Dear summer provides us with so many great seasonal vegetables and I just thoroughly enjoy it all every summer again. Sweet peppers being just one of those flavourful vegetables and we almost have it every day in one or the other form. Fresh and crunchy in a salad or like in this recipe roasted and turned into a delicious pesto served along your favourite pasta. To be honest I don’t cook much these days. First of all the heat is getting to me in this last trimester and I feel like a giant heavy balloon with a bump shaped like a huge watermelon and heavy legs and secondly I just don’t like to stand in the kitchen for long in hot weather. It’s going to be six more weeks until our little sunshine will make its entrance into this world and will make us a happy family of four. So until then fresh, simple and easy to prepare recipes are in order. This pesto recipe is super quick and keeps well for a couple of days in the fridge. Mixed with wholesome pasta – I love to use brown rice pasta, it makes one yummy and satisfying dish.

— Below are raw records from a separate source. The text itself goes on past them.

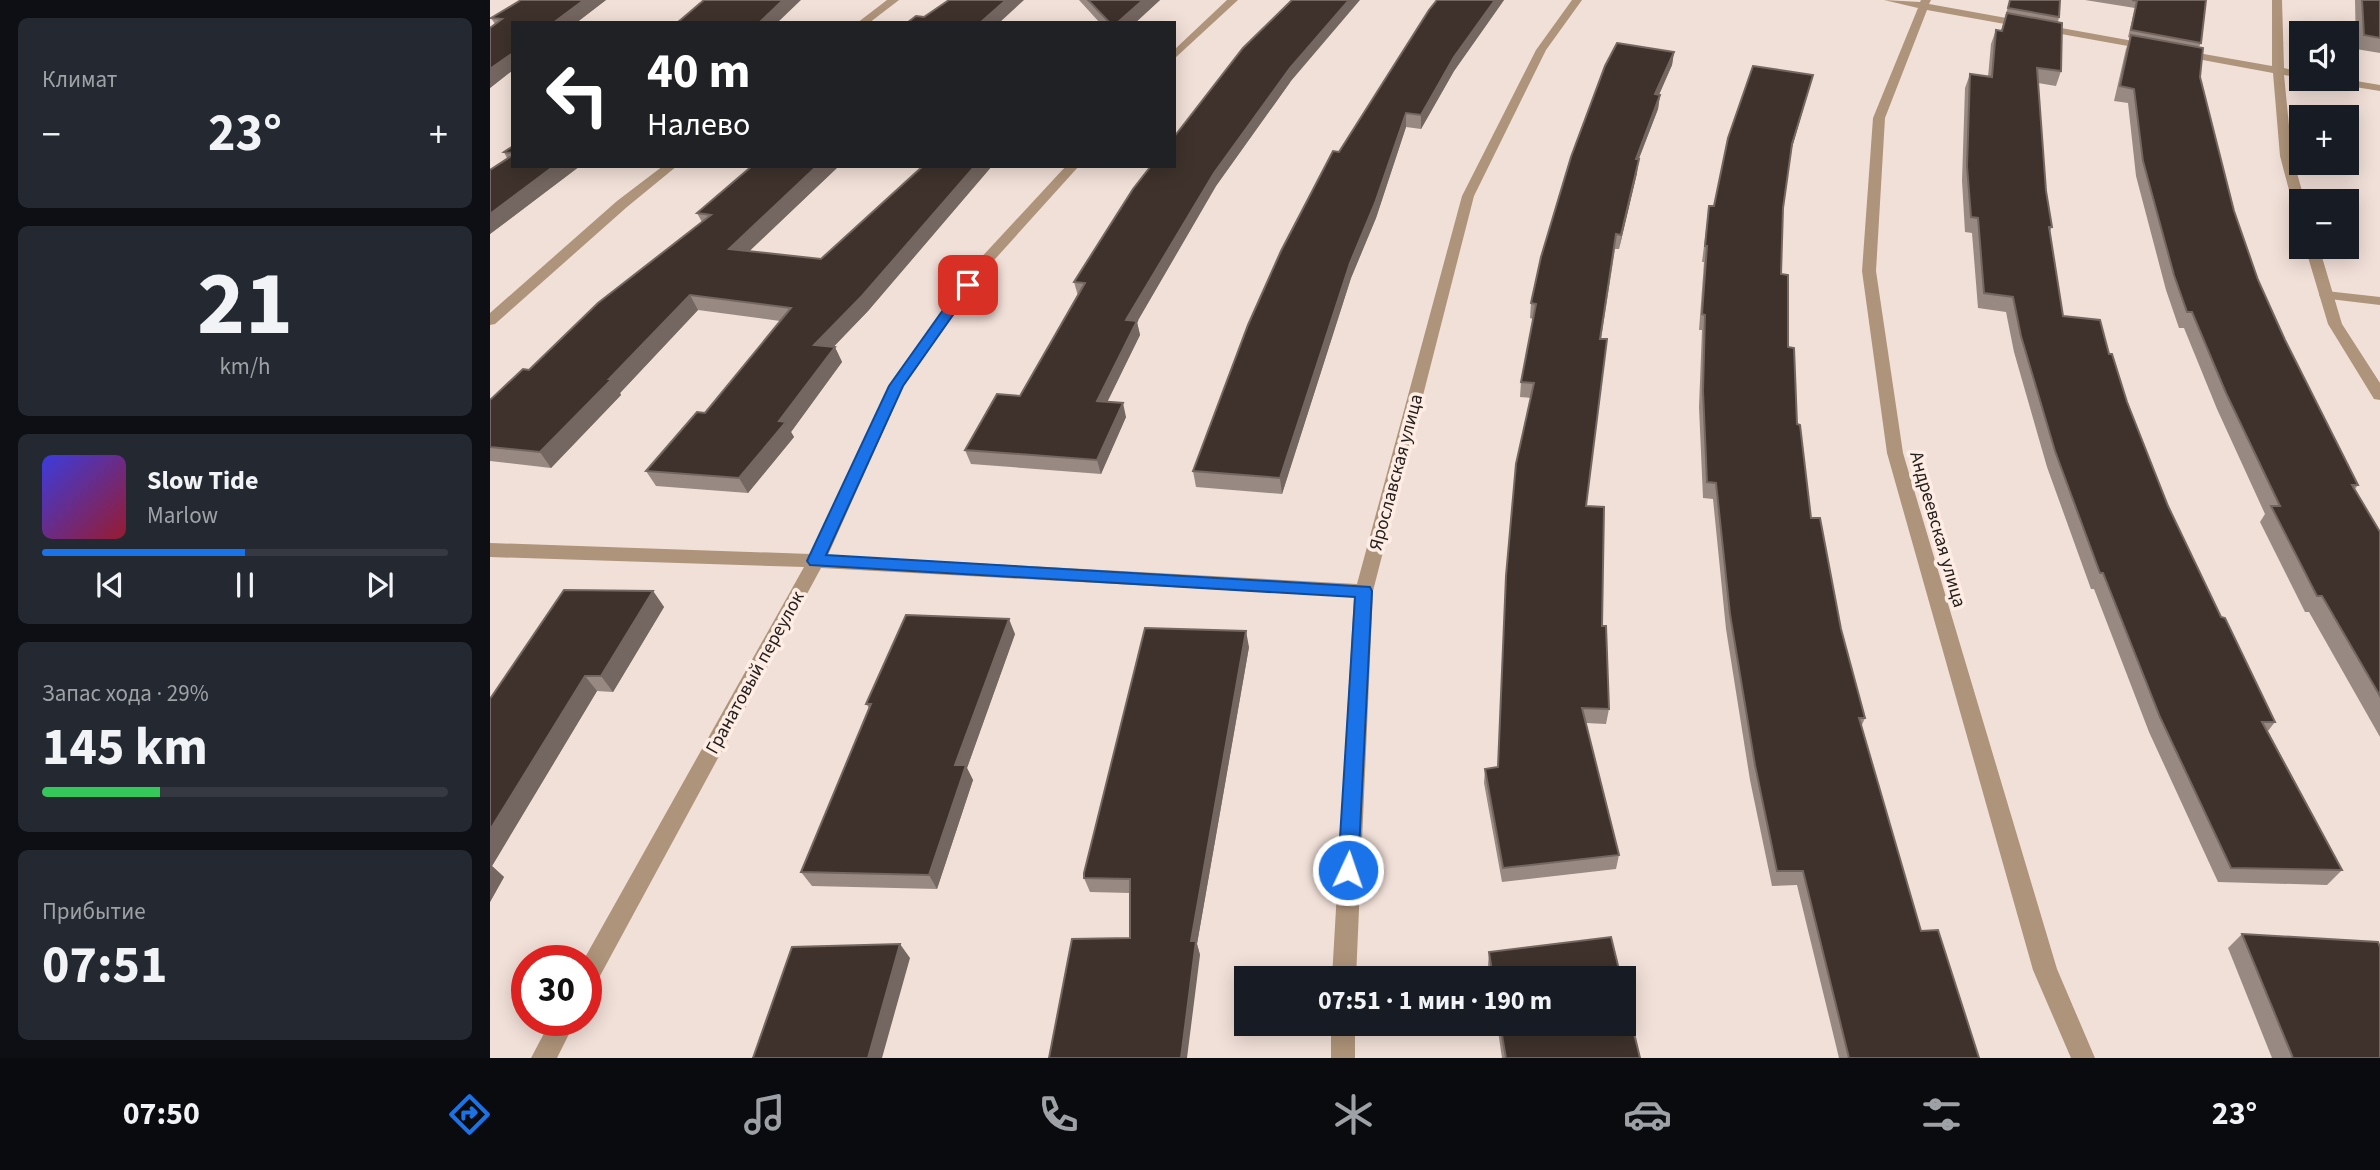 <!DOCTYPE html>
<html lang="ru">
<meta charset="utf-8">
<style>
:root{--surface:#171b24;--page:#242831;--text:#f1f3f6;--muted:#9ea1a6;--line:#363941;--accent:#1a73e8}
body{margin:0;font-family:"Source Sans 3",sans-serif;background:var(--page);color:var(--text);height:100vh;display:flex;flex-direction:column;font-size:26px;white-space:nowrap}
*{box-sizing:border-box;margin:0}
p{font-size:23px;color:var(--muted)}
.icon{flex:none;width:38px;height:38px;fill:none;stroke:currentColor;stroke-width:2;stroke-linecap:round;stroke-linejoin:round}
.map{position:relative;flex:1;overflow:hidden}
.drawer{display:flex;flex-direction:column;gap:18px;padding:18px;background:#0d0f14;width:490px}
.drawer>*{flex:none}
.banner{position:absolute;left:21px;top:21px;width:665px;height:147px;border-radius:0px;box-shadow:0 4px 18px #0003;background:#202124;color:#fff;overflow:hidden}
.tools{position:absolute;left:1799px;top:21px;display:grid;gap:14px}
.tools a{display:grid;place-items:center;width:70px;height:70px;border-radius:0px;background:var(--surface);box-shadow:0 4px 18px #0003;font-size:35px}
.speed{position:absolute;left:21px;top:945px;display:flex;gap:14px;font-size:35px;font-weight:700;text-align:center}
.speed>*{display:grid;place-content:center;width:91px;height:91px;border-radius:50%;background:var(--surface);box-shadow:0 4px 18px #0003;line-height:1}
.speed .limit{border:10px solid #d22;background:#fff;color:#111}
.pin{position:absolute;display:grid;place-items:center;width:60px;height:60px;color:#fff;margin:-30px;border-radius:14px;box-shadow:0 4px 10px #0006}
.me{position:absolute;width:77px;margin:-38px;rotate:3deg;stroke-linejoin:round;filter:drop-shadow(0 0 5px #0008)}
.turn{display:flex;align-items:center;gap:24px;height:147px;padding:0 21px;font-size:32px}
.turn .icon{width:91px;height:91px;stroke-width:2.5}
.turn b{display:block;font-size:49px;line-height:60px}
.big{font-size:52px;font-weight:700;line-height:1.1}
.drawer .widget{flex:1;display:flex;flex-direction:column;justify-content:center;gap:10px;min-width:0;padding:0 24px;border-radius:10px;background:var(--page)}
.drawer .dial{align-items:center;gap:0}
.dial b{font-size:91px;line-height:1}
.song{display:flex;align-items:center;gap:21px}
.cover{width:84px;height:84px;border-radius:10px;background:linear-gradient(135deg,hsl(240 70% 55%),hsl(350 70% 35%))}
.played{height:7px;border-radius:4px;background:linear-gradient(90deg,var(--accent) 50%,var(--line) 50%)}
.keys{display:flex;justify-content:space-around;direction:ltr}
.heat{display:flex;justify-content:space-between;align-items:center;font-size:38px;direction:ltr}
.charge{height:10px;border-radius:5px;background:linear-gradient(90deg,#34c759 29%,var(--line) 0)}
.trip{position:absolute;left:744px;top:966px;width:402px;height:70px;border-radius:0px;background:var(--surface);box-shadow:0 4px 18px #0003;font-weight:700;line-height:70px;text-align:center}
.menu{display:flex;height:112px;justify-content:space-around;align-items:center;background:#090b0e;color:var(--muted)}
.menu .icon{width:49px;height:49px}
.menu .on{color:var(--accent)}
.menu b{font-size:32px;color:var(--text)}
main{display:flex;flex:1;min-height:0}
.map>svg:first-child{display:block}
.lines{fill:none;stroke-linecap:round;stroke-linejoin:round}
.lane{fill:#ae947a;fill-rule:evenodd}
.street{fill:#ae947a;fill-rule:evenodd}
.wall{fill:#988982}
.shaded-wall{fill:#746660}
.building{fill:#3f322c;stroke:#746660;stroke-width:2}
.route{fill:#1a73e8;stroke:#114b97;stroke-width:2}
.labels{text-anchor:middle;stroke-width:7;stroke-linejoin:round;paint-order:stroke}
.street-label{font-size:19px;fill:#26201d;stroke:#feede5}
</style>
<main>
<section class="drawer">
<div class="widget"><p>Климат</p>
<div class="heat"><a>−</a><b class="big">23°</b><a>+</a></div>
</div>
<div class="widget dial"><b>21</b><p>km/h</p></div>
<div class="widget">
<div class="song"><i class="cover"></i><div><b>Slow Tide</b><p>Marlow</p></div></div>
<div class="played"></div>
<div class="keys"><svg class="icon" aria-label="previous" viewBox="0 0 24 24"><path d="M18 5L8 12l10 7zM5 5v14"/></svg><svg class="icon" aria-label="pause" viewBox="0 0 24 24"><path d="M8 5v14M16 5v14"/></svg><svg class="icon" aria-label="next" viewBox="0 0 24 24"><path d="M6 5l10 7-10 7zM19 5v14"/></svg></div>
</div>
<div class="widget"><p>Запас хода · 29%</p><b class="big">145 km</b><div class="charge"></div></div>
<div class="widget"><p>Прибытие</p><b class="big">07:51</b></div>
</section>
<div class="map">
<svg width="1890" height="1058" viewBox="0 0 1890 1058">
<rect width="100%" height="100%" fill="#f1e0d8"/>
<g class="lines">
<!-- lane -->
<path class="lane" d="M 1836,291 L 1890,297 L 1890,305 L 1831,298 L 1829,295 Z"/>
<!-- street -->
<path class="street" d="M 397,0 L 409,0 L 379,23 L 367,23 Z
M 737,0 L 748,0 L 684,59 L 684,50 Z
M 1082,0 L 1092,0 L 1056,50 L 984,196 L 883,591 L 866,978 L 842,978 L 864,597 L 331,568 L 104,987 L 96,990 L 96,961 L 93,961 L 314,567 L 0,557 L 0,543 L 320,554 L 401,382 L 487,262 L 576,166 L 589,166 L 497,268 L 413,387 L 338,555 L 867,584 L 972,196 L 1046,50 Z
M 1394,0 L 1430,2 L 1431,0 L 1441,0 L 1439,4 L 1660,44 L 1665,47 L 1660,50 L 1437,10 L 1395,118 L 1386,271 L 1413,453 L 1567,969 L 1605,1058 L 1581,1058 L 1543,970 L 1397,453 L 1372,271 L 1383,118 L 1428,8 Z
M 1782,0 L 1792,0 L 1794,68 L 1811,72 L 1811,78 L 1794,75 L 1802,156 L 1815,201 L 1811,201 L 1811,213 L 1804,209 L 1790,156 L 1783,73 L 1691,56 L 1686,53 L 1691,50 L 1782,66 Z
M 1828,79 L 1854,79 L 1890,85 L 1890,91 L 1834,82 Z
M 173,166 L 187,166 L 137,207 L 5,324 L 0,325 L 0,313 L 127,201 Z
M 1815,247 L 1829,247 L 1852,324 L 1890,383 L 1890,400 L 1884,399 L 1838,324 Z
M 61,1020 L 86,1020 L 67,1058 L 41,1058 Z
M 841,1024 L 865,1024 L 865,1058 L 841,1058 Z"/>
</g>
<!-- wall -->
<path class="wall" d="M 116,0 L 86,23 L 23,23 L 23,70 L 0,88 L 0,28 L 5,24 L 1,18 Z
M 589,0 L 670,0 L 645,23 L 610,23 Z
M 947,0 L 1014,0 L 964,71 L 931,129 L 916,127 L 886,218 L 861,278 L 792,494 L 706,487 L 703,471 L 849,152 Z
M 1520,0 L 1569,17 L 1568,22 L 1571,71 L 1566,86 L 1548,83 L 1556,191 L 1562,227 L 1560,231 L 1573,316 L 1619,354 L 1678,506 L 1731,617 L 1785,722 L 1778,731 L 1852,870 L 1837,885 L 1728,882 L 1659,732 L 1604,589 L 1601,589 L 1557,467 L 1524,352 L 1516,312 L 1488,308 L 1482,233 L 1475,232 L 1472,181 L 1475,88 L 1480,74 L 1498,77 L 1501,44 L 1506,30 L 1511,31 Z
M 1595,0 L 1716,0 L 1711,43 L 1709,47 L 1710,77 L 1744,211 L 1768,280 L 1795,340 L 1868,485 L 1865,489 L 1890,532 L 1890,737 L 1819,612 L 1815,612 L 1770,522 L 1775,514 L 1727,409 L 1694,328 L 1689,328 L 1676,290 L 1646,176 L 1638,103 L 1624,101 L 1636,49 L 1640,38 L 1638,37 L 1645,8 Z
M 1865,0 L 1890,0 L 1890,53 L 1866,49 Z
M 1184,52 L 1182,65 L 1169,95 L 1170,95 L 1168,109 L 1148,161 L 1147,173 L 1129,249 L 1125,249 L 1111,339 L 1096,506 L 1112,626 L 1119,709 L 1116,724 L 1096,723 L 1129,855 L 1126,869 L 1012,882 L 994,783 L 995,769 L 1008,767 L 1041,398 L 1030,397 L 1031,382 L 1043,319 L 1040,318 L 1041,303 Z
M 1323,75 L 1301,150 L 1293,208 L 1291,274 L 1307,424 L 1321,518 L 1375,718 L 1371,727 L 1431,931 L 1489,1058 L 1349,1058 L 1307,885 L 1282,886 L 1260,780 L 1236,629 L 1223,499 L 1213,498 L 1209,407 L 1212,330 L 1209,330 L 1214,262 L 1212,262 L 1219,206 L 1224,206 Z
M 801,81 L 726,186 L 647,322 L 650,335 L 617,401 L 636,417 L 611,474 L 481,464 L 475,450 L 530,396 L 588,296 L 584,282 Z
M 23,146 L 23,166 L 90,166 L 0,234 L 0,170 L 17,158 L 14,152 Z
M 262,166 L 349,166 L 259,251 L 331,259 L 433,166 L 502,166 L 378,311 L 344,346 L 352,362 L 301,432 L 304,437 L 258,493 L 166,486 L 156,471 L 215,413 L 290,321 L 208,310 L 130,393 L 131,395 L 61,468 L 0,461 L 0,400 L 39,370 L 212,222 L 207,213 Z
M 163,591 L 174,607 L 123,692 L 107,691 L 2,866 L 14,877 L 0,902 L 0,699 Z
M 525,634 L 477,768 L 483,780 L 447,889 L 322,886 L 311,872 L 379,708 L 376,704 Z
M 759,647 L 707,944 L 710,955 L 640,938 L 640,893 L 600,892 L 594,878 Z
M 1752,934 L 1890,1058 L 1782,1058 L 1738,948 Z
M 999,952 L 1131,978 L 1000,978 L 998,965 Z
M 1007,1024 L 1134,1024 L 1150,1058 L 1012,1058 Z"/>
<!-- shaded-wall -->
<path class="shaded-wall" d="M 94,0 L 116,0 L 86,23 L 63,23 Z
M 293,0 L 311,0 L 287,23 L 269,23 Z
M 516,0 L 534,0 L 509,23 L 490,23 Z
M 653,0 L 670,0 L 645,23 L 627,23 Z
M 859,0 L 870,0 L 801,81 L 726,186 L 647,322 L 650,335 L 611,415 L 607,401 L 636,320 L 724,173 L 800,68 Z
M 1005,0 L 1014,0 L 964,71 L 931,129 L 931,115 L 964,57 Z
M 1184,52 L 1182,65 L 1163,108 L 1165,94 Z
M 23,53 L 23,70 L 0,88 L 0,69 Z
M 1323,75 L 1319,89 L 1299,158 L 1302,144 Z
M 1170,95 L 1168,109 L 1148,161 L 1147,173 L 1129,249 L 1146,159 Z
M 916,113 L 916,127 L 886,218 L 861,278 L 792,494 L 790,478 L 860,263 Z
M 64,166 L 90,166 L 0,234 L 0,214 Z
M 327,166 L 349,166 L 246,264 L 239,249 Z
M 485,166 L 502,166 L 378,311 L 331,360 L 324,345 Z
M 200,295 L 208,310 L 130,393 L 131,395 L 61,468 L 50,452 Z
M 345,347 L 352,362 L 301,432 L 304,437 L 258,493 L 249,478 L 289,421 Z
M 633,403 L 636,417 L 611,474 L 607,460 Z
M 163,591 L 174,607 L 123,692 L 111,676 Z
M 519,619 L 525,634 L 477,768 L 483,780 L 447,889 L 439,875 L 465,765 Z
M 756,631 L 759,647 L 707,944 L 710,955 L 697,1058 L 691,1058 L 701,941 Z
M 95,676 L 107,691 L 2,866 L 14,877 L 0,902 L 0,830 Z
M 410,944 L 420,958 L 392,1058 L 378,1058 Z"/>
<!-- building -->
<path class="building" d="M 31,0 L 94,0 L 63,23 L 23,23 L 23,53 L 0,69 L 0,28 L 12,19 L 1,18 Z
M 214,0 L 293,0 L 269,23 L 187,23 Z
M 459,0 L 516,0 L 490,23 L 417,23 L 426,16 L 434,17 Z
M 598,0 L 653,0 L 627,23 L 620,23 Z
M 802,0 L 859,0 L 800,68 L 724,173 L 636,320 L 647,321 L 607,401 L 633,403 L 607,460 L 475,450 L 507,394 L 530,396 L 595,283 L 584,282 L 643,189 L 661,166 L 684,166 L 684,137 L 753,48 Z
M 947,0 L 1005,0 L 964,57 L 931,115 L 916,113 L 885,203 L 860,263 L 790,478 L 703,471 L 758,325 L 791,251 L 843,151 L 849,152 L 939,10 Z
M 1520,0 L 1570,0 L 1569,17 L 1518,8 Z
M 1642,0 L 1716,0 L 1711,43 L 1641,30 L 1647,1 Z
M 1872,0 L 1890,0 L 1890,38 L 1874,35 Z
M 1517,13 L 1572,23 L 1571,71 L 1547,68 L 1556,191 L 1562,227 L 1559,227 L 1573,316 L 1610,320 L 1619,354 L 1622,354 L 1637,402 L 1678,506 L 1731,617 L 1735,618 L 1785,722 L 1772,722 L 1852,870 L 1741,868 L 1670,717 L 1613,573 L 1610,573 L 1565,451 L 1531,336 L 1523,297 L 1494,293 L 1488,218 L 1481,217 L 1477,166 L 1480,74 L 1502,77 L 1506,30 L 1512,31 Z
M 1641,35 L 1713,48 L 1710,77 L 1744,211 L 1768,280 L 1795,340 L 1868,485 L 1862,485 L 1890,532 L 1890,696 L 1832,596 L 1827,596 L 1781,506 L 1790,506 L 1736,393 L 1702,312 L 1697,312 L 1684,275 L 1653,161 L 1644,89 L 1630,86 Z
M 1127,43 L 1184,52 L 1165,94 L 1170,95 L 1146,159 L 1149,159 L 1131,235 L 1126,234 L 1110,339 L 1117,339 L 1096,506 L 1114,507 L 1112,626 L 1116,626 L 1119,709 L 1092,708 L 1129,855 L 1013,868 L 995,769 L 1008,767 L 1016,576 L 1026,464 L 1044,383 L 1031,382 L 1046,304 L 1041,303 L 1051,257 L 1081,157 L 1115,66 Z
M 1263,66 L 1323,75 L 1302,144 L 1293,208 L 1291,274 L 1298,275 L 1298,347 L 1304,348 L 1307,424 L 1310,425 L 1321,518 L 1330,518 L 1351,629 L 1375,718 L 1369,718 L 1431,931 L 1448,930 L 1489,1058 L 1359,1058 L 1313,871 L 1287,871 L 1265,765 L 1240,614 L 1226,483 L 1217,482 L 1213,391 L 1215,315 L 1212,314 L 1217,246 L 1215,246 L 1219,206 L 1224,206 L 1238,138 Z
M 23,146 L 23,153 L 14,152 Z
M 23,155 L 23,166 L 64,166 L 0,214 L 0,170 Z
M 262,166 L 327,166 L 239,249 L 331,259 L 433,166 L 485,166 L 372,296 L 324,345 L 345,347 L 289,421 L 296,422 L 249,478 L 156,471 L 207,412 L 215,413 L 301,308 L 200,295 L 119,379 L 122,379 L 50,452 L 0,447 L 0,400 L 33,369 L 39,370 L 108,303 L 221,215 L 207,213 Z
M 74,590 L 163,591 L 111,676 L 95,676 L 0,830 L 0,699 Z
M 416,615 L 519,619 L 465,765 L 476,765 L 439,875 L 311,872 L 381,704 L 376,704 Z
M 655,628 L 756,631 L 701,941 L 706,941 L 691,1058 L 559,1058 L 582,939 L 640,938 L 640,879 L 594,878 L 594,873 Z
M 1752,934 L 1888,942 L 1890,947 L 1890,1058 L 1803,1058 Z
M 1121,937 L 1131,978 L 1003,978 L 999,952 Z
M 410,944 L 378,1058 L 263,1058 L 302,947 Z
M 1134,992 L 1150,1058 L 1016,1058 L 1010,1024 L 1134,1024 Z"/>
<!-- route -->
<path class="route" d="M 478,281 L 484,285 L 413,386 L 336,555 L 880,587 L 882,591 L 868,870 L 866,877 L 858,879 L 851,877 L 848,870 L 865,597 L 320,565 L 317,561 L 399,386 L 473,282 Z"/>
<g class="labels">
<!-- street labels -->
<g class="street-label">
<text transform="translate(905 472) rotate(-75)" y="7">Ярославская улица</text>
<text transform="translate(1449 529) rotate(74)" y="7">Андреевская улица</text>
<text transform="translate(264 672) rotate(-61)" y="7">Гранатовый переулок</text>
</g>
</g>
</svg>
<div class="tools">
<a><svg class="icon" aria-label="sound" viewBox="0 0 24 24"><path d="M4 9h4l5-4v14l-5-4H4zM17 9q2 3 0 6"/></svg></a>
<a>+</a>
<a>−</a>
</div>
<div class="speed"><div class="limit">30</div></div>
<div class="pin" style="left:478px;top:285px;background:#d93025"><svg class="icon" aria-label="arrive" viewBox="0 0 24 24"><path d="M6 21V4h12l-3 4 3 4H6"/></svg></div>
<svg class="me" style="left:858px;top:870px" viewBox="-20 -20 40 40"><circle r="17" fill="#1a73e8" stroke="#fff" stroke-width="3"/><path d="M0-11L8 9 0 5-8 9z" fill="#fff"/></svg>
<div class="trip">07:51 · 1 мин · 190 m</div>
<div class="banner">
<div class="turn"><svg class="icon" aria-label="left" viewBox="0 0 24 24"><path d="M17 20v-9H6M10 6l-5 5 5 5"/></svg><div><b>40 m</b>Налево</div></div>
</div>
</div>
</main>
<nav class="menu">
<b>07:50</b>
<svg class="icon on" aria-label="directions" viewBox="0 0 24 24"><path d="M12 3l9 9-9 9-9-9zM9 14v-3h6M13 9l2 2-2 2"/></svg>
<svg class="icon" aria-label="music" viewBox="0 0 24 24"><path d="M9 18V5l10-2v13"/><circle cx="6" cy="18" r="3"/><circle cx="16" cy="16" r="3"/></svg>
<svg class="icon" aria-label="phone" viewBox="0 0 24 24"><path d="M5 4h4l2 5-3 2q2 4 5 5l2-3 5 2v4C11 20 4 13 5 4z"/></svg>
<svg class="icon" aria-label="climate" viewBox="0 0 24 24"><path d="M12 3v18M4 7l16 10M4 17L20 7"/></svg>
<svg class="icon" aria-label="car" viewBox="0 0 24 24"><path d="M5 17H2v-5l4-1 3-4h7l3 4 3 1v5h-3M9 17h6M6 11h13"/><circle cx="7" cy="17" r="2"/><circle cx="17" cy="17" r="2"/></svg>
<svg class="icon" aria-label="filters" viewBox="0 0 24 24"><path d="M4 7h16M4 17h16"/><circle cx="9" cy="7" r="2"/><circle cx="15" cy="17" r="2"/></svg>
<b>23°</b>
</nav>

Roasted sweet pepper and almond pesto
- 2 red sweet peppers, cut in big pieces
- 1 yellow pepper, cut in big pieces
- 2 garlic cloves or more as per your taste
- 100 g almonds
- handful of basil leaves
- 5 tbsp olive oil
- juice of 1 lemon
- salt and black pepper
- 500 g pasta as per your choice
Preheat oven to 200°C/375°F fan oven.
Place peppers, garlic and almonds in a oven proof dish and drizzle with 1 tbsp of olive oil. Roast for 10 minutes.
In the meantime prepare your favourite pasta.
Place roasted peppers, garlic and almonds in a food processor along with all other ingredients and process finely. Mix with pasta and serve.